Saisie par un journaliste ayant essuyé le refus de la Commission de lui transmettre les SMS échangés entre Ursula von der Leyen et le patron de Pfizer Albert Bourla, la médiatrice européenne fustigera, en janvier 2022 dans un communiqué de presse, la « mauvaise administration » dont s’est rendu coupable l’exécutif européen. Six mois plus tard, en clôturant son enquête sans être parvenue à ses fins, elle déplorera dans un autre communiqué que le traitement de cette demande d’accès aux SMS « donne cette impression regrettable d’une institution de l’UE qui ne coopère pas sur des questions d’intérêt public importantes. »

Règles bafouées par von der Leyen

Dans un rapport spécial sur l’acquisition des vaccins publié en septembre 2022, la Cour des comptes européenne a établi que les règles de négociation fixées par la Commission ont été bafouées par Ursula von der Leyen : « Au cours du mois de mars 2021, la présidente de la Commission a mené les négociations préliminaires ayant pour objet un contrat avec Pfizer/BioNTech », peut-on lire à la page 33 du rapport. « Il s’agit du seul contrat pour lequel l’équipe conjointe de négociation n’a pas participé à cette étape des négociations, contrairement à ce que prévoit la décision de la Commission relative à l’acquisition de vaccins contre la Covid-19. »

La gardienne des finances de l’UE avait en outre demandé à la Commission de lui fournir, pour ce contrat à 35 milliards d’euros, la liste des experts scientifiques consultés et les conseils reçus, le calendrier des négociations, les procès-verbaux des discussions et le détail des modalités convenues.
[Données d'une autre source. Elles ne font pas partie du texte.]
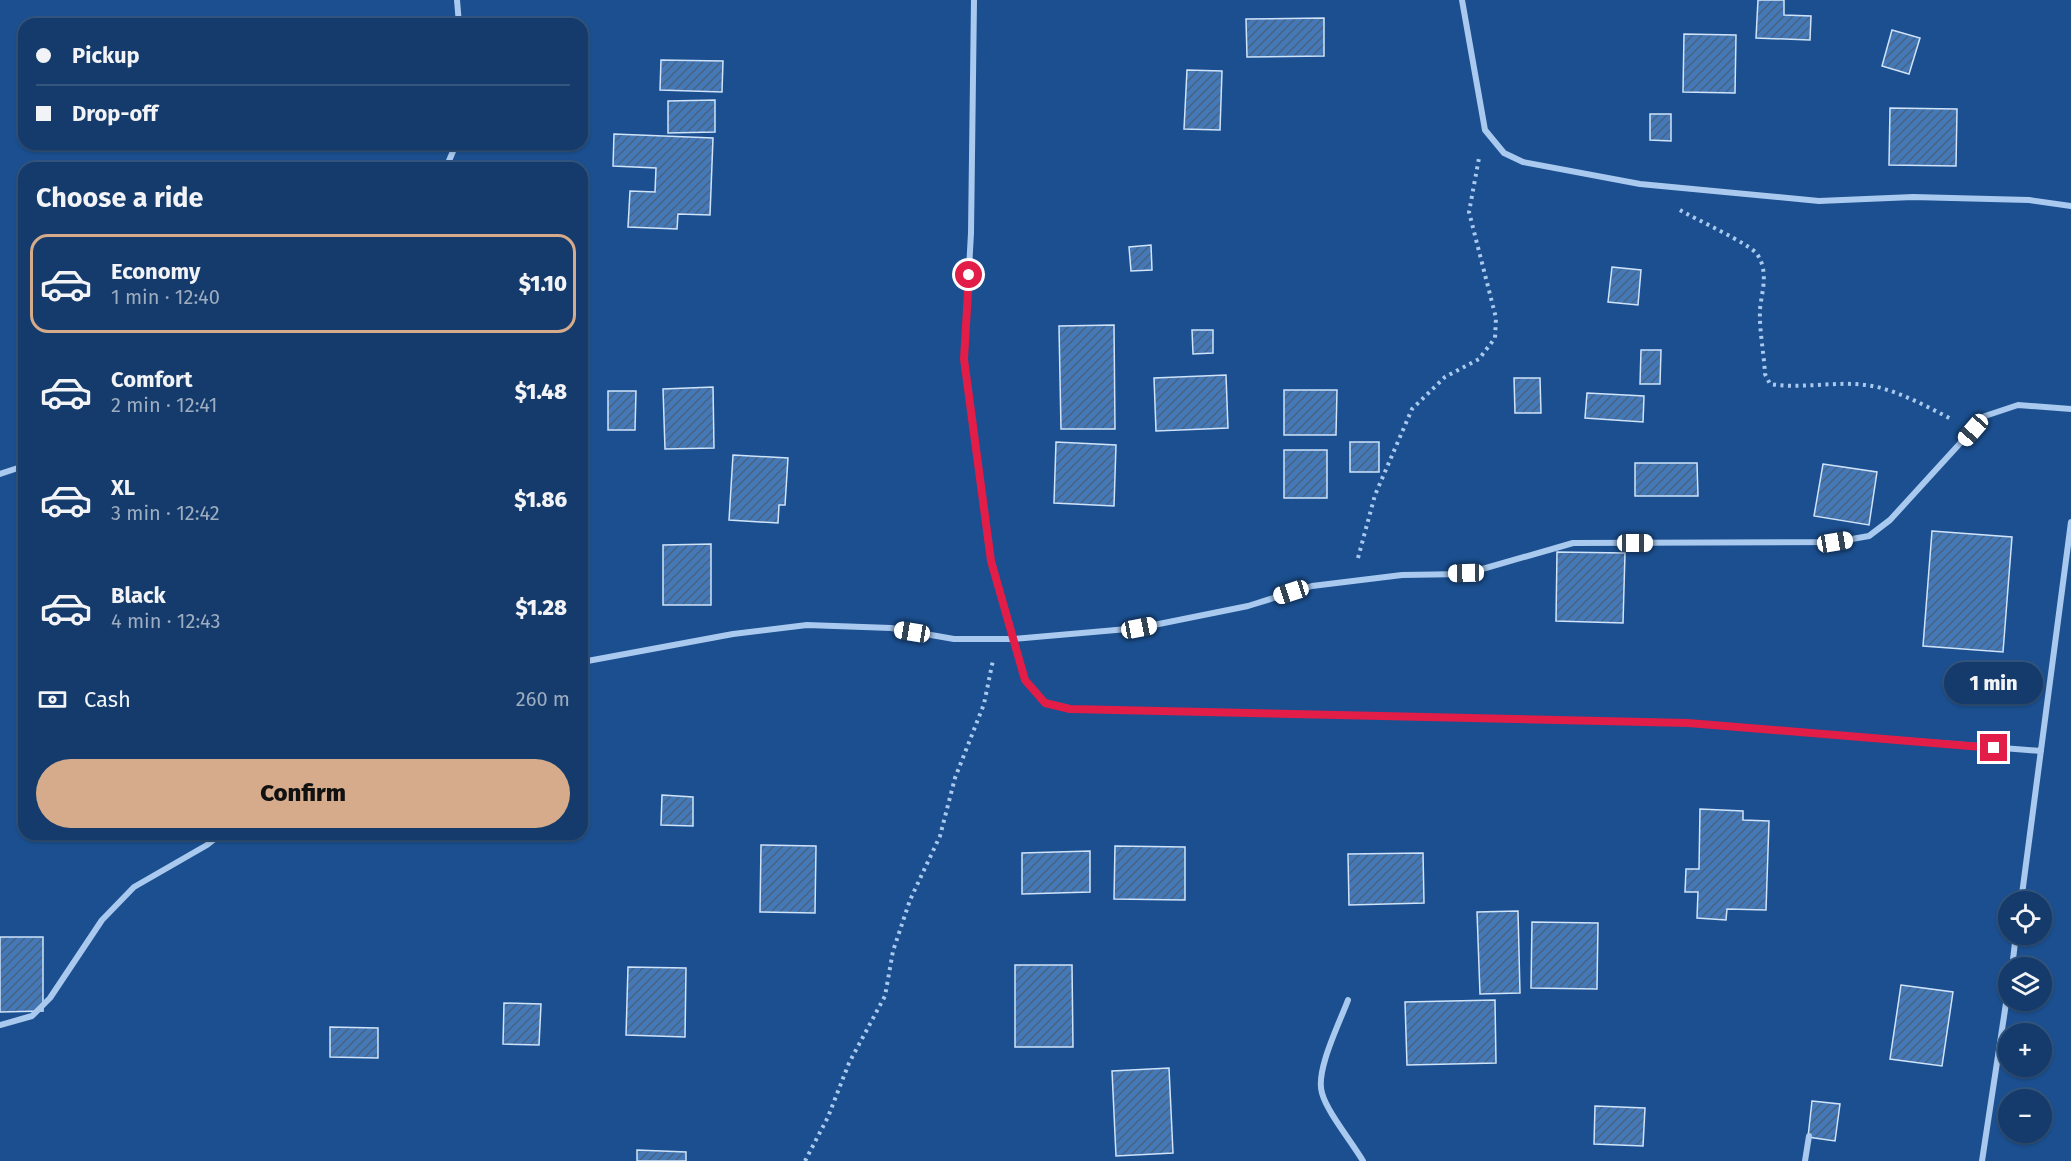 <!DOCTYPE html>
<html lang="en">
<head>
<meta charset="utf-8">
<style>
  :root { --surface:#143b6b; --page:#1d4271; --text:#f1f3f6; --muted:#9dadc1; --line:#33557e; --accent:#d6ab8b }
  body { margin:0; font-family:"Fira Sans",sans-serif; background:var(--page); color:var(--text); height:100vh; display:flex; flex-direction:column; font-size:22px; white-space:nowrap }
  * { box-sizing:border-box; margin:0 }
  p { font-size:20px; color:var(--muted) }
  .icon { flex:none; width:33px; height:33px; fill:none; stroke:currentColor; stroke-width:2; stroke-linecap:round; stroke-linejoin:round }
  .map { position:relative; flex:1; overflow:hidden }
  .sheet { position:absolute; left:18px; top:162px; width:570px; height:678px; display:flex; flex-direction:column; background:var(--surface); border-radius:18px; box-shadow:0 2px 4px #0004,0 0 0 2px var(--line) }
  .sheet>* { flex:none }
  .banner { position:absolute; left:18px; top:18px; width:570px; height:132px; border-radius:18px; box-shadow:0 2px 4px #0004,0 0 0 2px var(--line); display:grid; align-content:center; height:132px; padding:0 18px; background:var(--surface) }
  .controls { position:absolute; left:1998px; top:891px; display:grid; gap:12px }
  .controls a { display:grid; place-items:center; width:54px; height:54px; border-radius:50%; background:var(--surface); box-shadow:0 2px 4px #0004,0 0 0 2px var(--line); font-size:30px }
  .end { position:absolute; width:27px; height:27px; margin:-14px; border:8px solid #e11d48; background:#fff; box-shadow:0 0 0 3px #fff }
  .from { border-radius:50% }
  .bubble { position:absolute; height:42px; border-radius:21px; background:var(--surface); box-shadow:0 2px 4px #0004,0 0 0 2px var(--line); font-size:20px; font-weight:800; line-height:42px; text-align:center }
  .car { position:absolute; width:18px; height:36px; margin:-18px -9px; border-radius:8px; box-shadow:0 0 4px 2px #0007; background:linear-gradient(#fff 24%,#345 0 40%,#fff 0 76%,#345 0 86%,#fff 0) }
  .banner b { display:flex; align-items:center; gap:21px; height:57px; font-size:22px }
  .banner b+b { border-top:2px solid var(--line) }
  .banner i { width:15px; height:15px; background:var(--text) }
  ul { padding:0; list-style:none }
  li { display:flex; align-items:center; gap:18px; height:99px; margin:0 12px 9px; padding:0 6px; border:3px solid transparent; border-radius:18px }
  li div { flex:1 }
  li b { display:block; font-size:22px }
  li em { font-style:normal; font-weight:800 }
  li.active { border-color:var(--accent) }
  li>.icon { width:54px; height:54px; stroke-width:1.5 }
  h2 { padding:0 18px; font-size:27px; line-height:72px }
  .pay { display:flex; align-items:center; gap:15px; height:66px; padding:0 18px; font-size:22px }
  .pay p { margin-inline-start:auto }
  .action { display:flex; gap:12px; margin-top:auto; padding:12px 18px }
  .action a { flex:1; height:69px; border-radius:36px; background:var(--accent); color:#111; font-size:24px; font-weight:800; line-height:69px; text-align:center }
  .map>svg:first-child { display:block }
</style>
</head>
<body>
<div class="map">
<svg width="2071" height="1161" viewBox="0 0 2071 1161">
  <defs>
    <pattern id="building-hatch" width="6" height="6" patternUnits="userSpaceOnUse" patternTransform="scale(1.5)"><rect width="6" height="6" fill="#4478b7"/><path d="M-1 1l2-2M0 6l6-6M5 7l2-2" fill="none" stroke="#486282"/></pattern>
  </defs>
  <rect width="100%" height="100%" fill="#1b4f8f"/>
  <path fill="url(#building-hatch)" stroke="#cfe3fa" stroke-width="1.5" d="M 1758,0 L 1784,0 L 1784,15 L 1811,16 L 1810,40 L 1756,38 Z
    M 1324,18 L 1324,56 L 1247,57 L 1246,19 Z
    M 1892,30 L 1920,38 L 1909,74 L 1882,66 Z
    M 1684,34 L 1736,35 L 1735,93 L 1683,92 Z
    M 661,60 L 723,61 L 722,92 L 660,90 Z
    M 1187,70 L 1222,71 L 1220,130 L 1184,129 Z
    M 715,100 L 715,132 L 668,133 L 668,101 Z
    M 1890,108 L 1957,109 L 1956,166 L 1889,165 Z
    M 1650,114 L 1671,114 L 1671,141 L 1650,140 Z
    M 614,134 L 713,138 L 710,215 L 678,214 L 677,229 L 628,227 L 630,191 L 655,192 L 656,168 L 613,166 Z
    M 1151,245 L 1152,270 L 1131,271 L 1129,247 Z
    M 1612,267 L 1641,270 L 1638,305 L 1608,302 Z
    M 1114,325 L 1115,429 L 1061,429 L 1059,326 Z
    M 1192,330 L 1213,330 L 1213,353 L 1193,354 Z
    M 1641,350 L 1661,350 L 1660,384 L 1640,384 Z
    M 1226,375 L 1228,428 L 1156,431 L 1154,378 Z
    M 1514,378 L 1540,378 L 1541,413 L 1515,413 Z
    M 713,387 L 714,448 L 665,449 L 663,389 Z
    M 1284,390 L 1337,390 L 1336,435 L 1284,435 Z
    M 608,391 L 636,391 L 635,430 L 608,430 Z
    M 1587,393 L 1644,396 L 1643,422 L 1585,418 Z
    M 1056,442 L 1116,445 L 1114,506 L 1054,503 Z
    M 1350,442 L 1379,442 L 1379,472 L 1350,472 Z
    M 1284,450 L 1327,450 L 1327,498 L 1284,498 Z
    M 733,455 L 788,458 L 785,505 L 779,505 L 778,523 L 729,520 Z
    M 1635,463 L 1697,463 L 1698,496 L 1635,496 Z
    M 1823,464 L 1877,472 L 1869,525 L 1814,516 Z
    M 1932,531 L 2012,537 L 2003,652 L 1923,646 Z
    M 711,544 L 711,605 L 663,605 L 663,545 Z
    M 1557,552 L 1625,553 L 1623,623 L 1556,621 Z
    M 662,795 L 693,797 L 693,826 L 661,825 Z
    M 1700,809 L 1743,811 L 1743,820 L 1769,821 L 1766,910 L 1727,909 L 1726,920 L 1697,918 L 1698,892 L 1685,892 L 1686,869 L 1699,869 Z
    M 761,845 L 816,846 L 815,913 L 760,912 Z
    M 1115,846 L 1185,847 L 1185,900 L 1114,899 Z
    M 1090,851 L 1090,892 L 1022,894 L 1022,853 Z
    M 1423,853 L 1424,903 L 1349,905 L 1348,854 Z
    M 1518,911 L 1520,993 L 1480,994 L 1477,912 Z
    M 1532,922 L 1598,923 L 1597,989 L 1531,988 Z
    M 0,937 L 43,937 L 43,1011 L 0,1012 Z
    M 1015,965 L 1072,965 L 1073,1047 L 1015,1047 Z
    M 628,967 L 686,968 L 685,1037 L 626,1035 Z
    M 1901,985 L 1953,992 L 1942,1066 L 1890,1059 Z
    M 1495,1000 L 1496,1063 L 1407,1065 L 1405,1002 Z
    M 504,1003 L 541,1004 L 539,1045 L 503,1044 Z
    M 330,1027 L 378,1028 L 378,1058 L 330,1057 Z
    M 1169,1068 L 1173,1153 L 1116,1156 L 1112,1071 Z
    M 1812,1101 L 1840,1104 L 1835,1141 L 1808,1137 Z
    M 1595,1106 L 1645,1108 L 1643,1146 L 1594,1144 Z
    M 637,1150 L 686,1152 L 686,1161 L 637,1161 Z"/>
  <g fill="none" stroke-linecap="round" stroke-linejoin="round">
    <path stroke="#a9c9ee" stroke-width="4" stroke-dasharray="3 4.5" stroke-linecap="butt" d="M 1680,210 C 1695,219 1750,244 1757,254 C 1769,272 1762,290 1760,309 C 1759,330 1764,353 1765,374 L 1770,384 C 1806,390 1845,378 1881,388 C 1906,395 1930,408 1953,420
      M 1358,558 L 1375,495 L 1412,409 L 1445,377 L 1479,359 L 1495,338 L 1496,318 L 1469,212 L 1479,158
      M 805,1161 L 828,1117 L 849,1063 L 885,996 L 893,951 L 910,900 L 940,836 L 955,778 L 984,704 L 993,660"/>
    <path stroke="#a9c9ee" stroke-width="6" d="M 457,0 L 459,24
      M 974,0 L 971,233 L 964,359 L 991,560 L 1025,680 L 1045,703 L 1070,709 L 1688,723 L 2041,751
      M 1462,0 L 1485,130 L 1504,153 L 1523,162 L 1640,184 L 1819,201 L 1913,197 L 2029,200 L 2071,206
      M 446,168 L 456,144
      M 0,474 L 24,466
      M 582,662 L 733,634 L 807,625 L 891,628 L 954,639 L 1013,639 L 1139,628 L 1248,606 L 1312,586 L 1402,575 L 1465,574 L 1573,543 L 1835,542 L 1869,536 L 1890,520 L 1985,416 L 2018,405 L 2071,409
      M 2021,902 L 2071,522
      M 2012,968 L 2016,934
      M 1348,1000 C 1340,1022 1315,1071 1322,1093 C 1327,1112 1352,1142 1363,1161
      M 0,1025 L 32,1016 L 50,998 L 102,920 L 134,887 L 207,845 L 221,834
      M 1805,1161 L 1809,1136
      M 1982,1161 L 2008,990"/>
  </g>
  <g fill="none" stroke-linecap="round" stroke-linejoin="round">
    <path stroke="#e11d48" stroke-width="8" d="M 969,275 L 964,359 L 991,561 L 1025,680 L 1045,703 L 1070,709 L 1688,723 L 1994,748"/>
  </g>
</svg>
<div class="controls">
<a><svg class="icon" aria-label="locate" viewBox="0 0 24 24"><circle cx="12" cy="12" r="6"/><path d="M12 2v4M12 18v4M2 12h4M18 12h4"/></svg></a>
<a><svg class="icon" aria-label="layers" viewBox="0 0 24 24"><path d="M12 4l9 5-9 5-9-5zM3 14l9 5 9-5"/></svg></a>
<a>+</a>
<a>−</a>
</div>
<i class="end from" style="left:969px;top:275px"></i>
<i class="end" style="left:1994px;top:748px"></i>
<div class="bubble" style="left:1944px;top:662px;width:99px">1 min</div>
<i class="car" style="left:1973px;top:430px;rotate:221deg"></i>
<i class="car" style="left:1835px;top:542px;rotate:81deg"></i>
<i class="car" style="left:1635px;top:543px;rotate:90deg"></i>
<i class="car" style="left:1466px;top:573px;rotate:269deg"></i>
<i class="car" style="left:1291px;top:592px;rotate:252deg"></i>
<i class="car" style="left:1139px;top:628px;rotate:79deg"></i>
<i class="car" style="left:912px;top:632px;rotate:279deg"></i>
<div class="banner">
<b><i class="from"></i>Pickup</b>
<b><i></i>Drop-off</b>
</div>
<section class="sheet">
<h2>Choose a ride</h2>
<ul>
<li class="active"><svg class="icon" aria-label="car" viewBox="0 0 24 24"><path d="M5 17H2v-5l4-1 3-4h7l3 4 3 1v5h-3M9 17h6M6 11h13"/><circle cx="7" cy="17" r="2"/><circle cx="17" cy="17" r="2"/></svg><div><b>Economy</b><p>1 min · 12:40</p></div><em>$1.10</em></li>
<li><svg class="icon" aria-label="car" viewBox="0 0 24 24"><path d="M5 17H2v-5l4-1 3-4h7l3 4 3 1v5h-3M9 17h6M6 11h13"/><circle cx="7" cy="17" r="2"/><circle cx="17" cy="17" r="2"/></svg><div><b>Comfort</b><p>2 min · 12:41</p></div><em>$1.48</em></li>
<li><svg class="icon" aria-label="car" viewBox="0 0 24 24"><path d="M5 17H2v-5l4-1 3-4h7l3 4 3 1v5h-3M9 17h6M6 11h13"/><circle cx="7" cy="17" r="2"/><circle cx="17" cy="17" r="2"/></svg><div><b>XL</b><p>3 min · 12:42</p></div><em>$1.86</em></li>
<li><svg class="icon" aria-label="car" viewBox="0 0 24 24"><path d="M5 17H2v-5l4-1 3-4h7l3 4 3 1v5h-3M9 17h6M6 11h13"/><circle cx="7" cy="17" r="2"/><circle cx="17" cy="17" r="2"/></svg><div><b>Black</b><p>4 min · 12:43</p></div><em>$1.28</em></li>
</ul>
<div class="pay"><svg class="icon" aria-label="cash" viewBox="0 0 24 24"><path d="M3 7h18v10H3z"/><circle cx="12" cy="12" r="2"/></svg>Cash<p>260 m</p></div>
<div class="action"><a>Confirm</a></div>
</section>
</div>
</body>
</html>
Résultat ? « Nous n’avons reçu aucune information sur les négociations préliminaires pour le plus important contrat de l’UE. »

Suspendre la Commission le temps de l’enquête

Après avoir rappelé ces éléments factuels dans sa requête au fond, Frédéric Baldan dresse le constat suivant : « Malgré la gravité des faits ci-avant relatés et alors qu’elle s’obstine, tout comme la Commission européenne, à refuser de répondre sur cette affaire, Madame von der Leyen et l’ensemble des membres de celle-ci, se maintiennent à leurs fonctions. »

Cela lui pose problème. D’où sa demande parallèle en référé, car il considère que des mesures urgentes sont nécessaires à l’encontre de Mme von der Leyen et de la Commission. Il réclame ainsi la suspension de la présidente et de l’ensemble des membres de la Commission « pour le temps que durera l’instruction pénale » qui doit s’ouvrir en Belgique et « à défaut pour le temps de l’instance principale au fond » initiée devant le Tribunal de l’UE.

« Le maintien de Mme von der Leyen à ses fonctions peut lui permettre de faire pression (ou impression) sur les autres membres de la Commission européenne (…) »

« Le maintien de Mme von der Leyen à ses fonctions », argumente-t-il dans sa demande en référé, « peut lui permettre de faire pression (ou impression) sur les autres membres de la Commission européenne (…) ou sur des personnes de l’équipe chargée des négociations (NDLR : avec Pfizer) qui pourraient être amenées à témoigner, sur les magistrats en charge des enquêtes en cours ou encore sur la presse. »

Une étrange déclaration

Il souligne, pour illustrer ce risque, l’étrange déclaration de la commissaire à la Santé, Stella Kyriakides, le 27 mars dernier devant la commission spéciale du Parlement européen sur le Covid-19 (COVI). « La présidente de la Commission n’a été impliquée dans aucune négociation de contrats. Je l’ai déjà dit et je le redirai », a déclaré Stella Kyriakides le jour même de la publication au Journal Officiel de l’UE de la requête du New York Times demandant les textos auprès de la Cour de justice européenne. Une déclaration qui vole au secours d’Ursula von der Leyen, et qui va complètement à l’encontre de l’enquête du New York Times qui a mis le feu aux poudres et des conclusions de la Cour des comptes européenne.

Le juge des référés qui traitera ce dossier pourra soit fixer très prochainement une audience publique, soit rendre sa décision sans audience sous la forme d’une ordonnance écrite, qu’il devra motiver. Contacté mercredi par Le Vif pour une réaction, le conseiller exécutif en communication d’Ursula von der Leyen, Jens-Alexander Flosdorff, n’a pas donné suite à nos sollicitations.